There’s a lot of data yet to collect, but patterns are emerging that link certain personality traits with the love of spicy foods. As you might predict, Byrnes has found that sensation seekers (like the guy jumping out of the airplane) don’t seem to be as sensitive to the alarming effects of capsaicin, the pepper extract that started it all.

So, sensation seekers of Rehoboth Beach, unite! Grab your not-so-sensation-seeking friends (tell them it’s not going to kill them) and investigate some of the local spots where they will make it blazing hot - if you ask. The restaurant that tops that list is Confucius Gourmet Chinese. Chef and owner Shawn Xiong takes particular delight in seeing just how hot you can take it. His hot pepper pork and chicken, and his spicy tofu with long hot peppers will have you mumbling to yourself. If, however, you are concerned about (1) stubbing your toe or (2) having your head taken off by a mouthful of piquant chilies, 90 percent of Shawn’s dishes will be perfectly mild for you. But it’s that smokin’ 10 percent that lures me to Wilmington Avenue.

When you ask for hot sauce on the side, most restaurants bring the milder varieties like Texas Pete or Crystal. Not Dos Locos Stonegrill. They make it themselves with four varieties of habaneros and smoky chipotles. They call it Melt Your Face. I’ve left there many times with my face suitably melted, and lived to tell … uh, write … about it. I’ll warn even the confirmed chiliheads: Approach this one with caution!

If sauces are your thing, the mother lode is at Peppers near Midway. Certified chilihead Chip Hearn will happily take you from the mildest all the way to bottles requiring a signed legal release. Yum!

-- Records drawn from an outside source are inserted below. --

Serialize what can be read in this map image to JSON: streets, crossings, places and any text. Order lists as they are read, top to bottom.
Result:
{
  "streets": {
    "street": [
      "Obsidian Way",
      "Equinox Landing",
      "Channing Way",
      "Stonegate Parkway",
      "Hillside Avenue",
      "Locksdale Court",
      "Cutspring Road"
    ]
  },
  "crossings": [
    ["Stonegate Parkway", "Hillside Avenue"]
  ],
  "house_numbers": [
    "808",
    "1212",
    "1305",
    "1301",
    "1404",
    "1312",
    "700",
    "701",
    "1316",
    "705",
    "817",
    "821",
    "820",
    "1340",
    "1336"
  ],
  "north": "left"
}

When Touch of Italy opened in Lewes, I received emails asking me to identify the powdery substance in little jars at each table. Intense research determined that the mystery substance is red pepper flakes typical of most pizza joints - except Bob and Joe grind them up so they’ll spread out in your mouth quicker. Sort of a search-and-destroy mission aimed at your taste buds. It’s delicious sprinkled on the sharp provolone and spicy sopresatta sub.

Downtown sushi lovers get their horseradish rush from the wasabi at Stingray, Saketumi and Cultured Pearl, while Lily Thai will kick it up as much as you want with tiny Thai peppers. Go to Port Dewey on Thai’d Up Thursdays when Chef Inton Mouynivong is free to do what he does best. They ask you, “Heat level, 1 through 10?” When I say “15,” co-owner Mitch King returns with a bottle of fiery Sriracha pepper-garlic sauce. (Squirt it into the lobster and shrimp lemongrass soup. Trust me on this.)

For all of you running for a glass of cooling milk, I’ll give Nadia Byrnes the last word: “Food choice is a really complex system that takes into account cultural expectations, the physical environment, cost, cravings … there may [even] be genetic components.”

Genetics, huh? I guess I was born to have my face melted.